OK, a meatpacking plant might not have the same prestige as an Egyptian burial site or a medieval shrine, but bear with us! UNESCO gave the Fray Bentos meatpacking plant, which opened in 1859, its World Heritage status on the grounds that it “illustrates the whole process of meat sourcing, processing, packing and dispatching”.
One unique aspect is that the factory wasn’t mechanised – the cow would effectively make its own way to the start of the production line. It would walk to a raised platform to be killed, before its meat and hide were processed on the lower levels.
The owner of this German shoe last factory (a shoe last is the solid form around which a shoe is moulded), built in 1911, would be mortified by the popularity of Crocs, UGGs and Fitflops. Fagus owner Carl Benscheidt made it clear to the architects he commissioned that he wanted a building where his well-trained workers would enjoy working. He was also aware that a bold, striking structure was a great marketing tool.
The huge glass windows allowed light to flood in, but also represented modernity and transparency – two things Carl Benscheidt was passionate about. The building is regarded as the first example of what would later become known as Bauhaus style.
Although the name suggests a gritty inner-city illegal radio station, Grimeton is actually associated with aerials rather than music. Built in 1924, it’s one of the finest examples of wireless transatlantic communication complexes.

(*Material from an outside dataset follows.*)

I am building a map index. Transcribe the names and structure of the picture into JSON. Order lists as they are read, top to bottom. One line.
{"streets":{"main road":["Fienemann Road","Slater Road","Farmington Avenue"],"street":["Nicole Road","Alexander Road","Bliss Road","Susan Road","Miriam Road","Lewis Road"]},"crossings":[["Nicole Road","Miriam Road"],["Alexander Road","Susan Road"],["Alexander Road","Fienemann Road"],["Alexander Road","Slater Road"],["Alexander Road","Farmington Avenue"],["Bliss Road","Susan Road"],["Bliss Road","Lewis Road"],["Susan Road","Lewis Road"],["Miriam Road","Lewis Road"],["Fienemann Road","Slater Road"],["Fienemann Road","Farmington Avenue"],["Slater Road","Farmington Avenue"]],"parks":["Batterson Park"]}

Carl Åkerblad designed the main buildings in a neo-classical style, perhaps to divert attention from the antenna towers which were, at the time, the tallest built (and possibly ugliest) structures in Sweden. Although it’s no longer operational, all of the equipment is kept in full working order.
Let’s be honest. The name of this site doesn’t suggest a thing of beauty, but prepare to be surprised. The powers that be decided that these six housing estates are a wonderful representation of innovative housing policies implemented between 1910 and 1933, when town planners were keen to improve housing conditions for those on low incomes.
The individual buildings are light, airy and surrounded by green space. Rather than being crammed into square blocks, the apartments were housed in structures of different shapes and sizes to maximise exposure to natural light, and splashes of colour bring the structures to life. The grounds surrounding the buildings are open to the public, and a small number of tours allow visitors to see the interiors of the properties.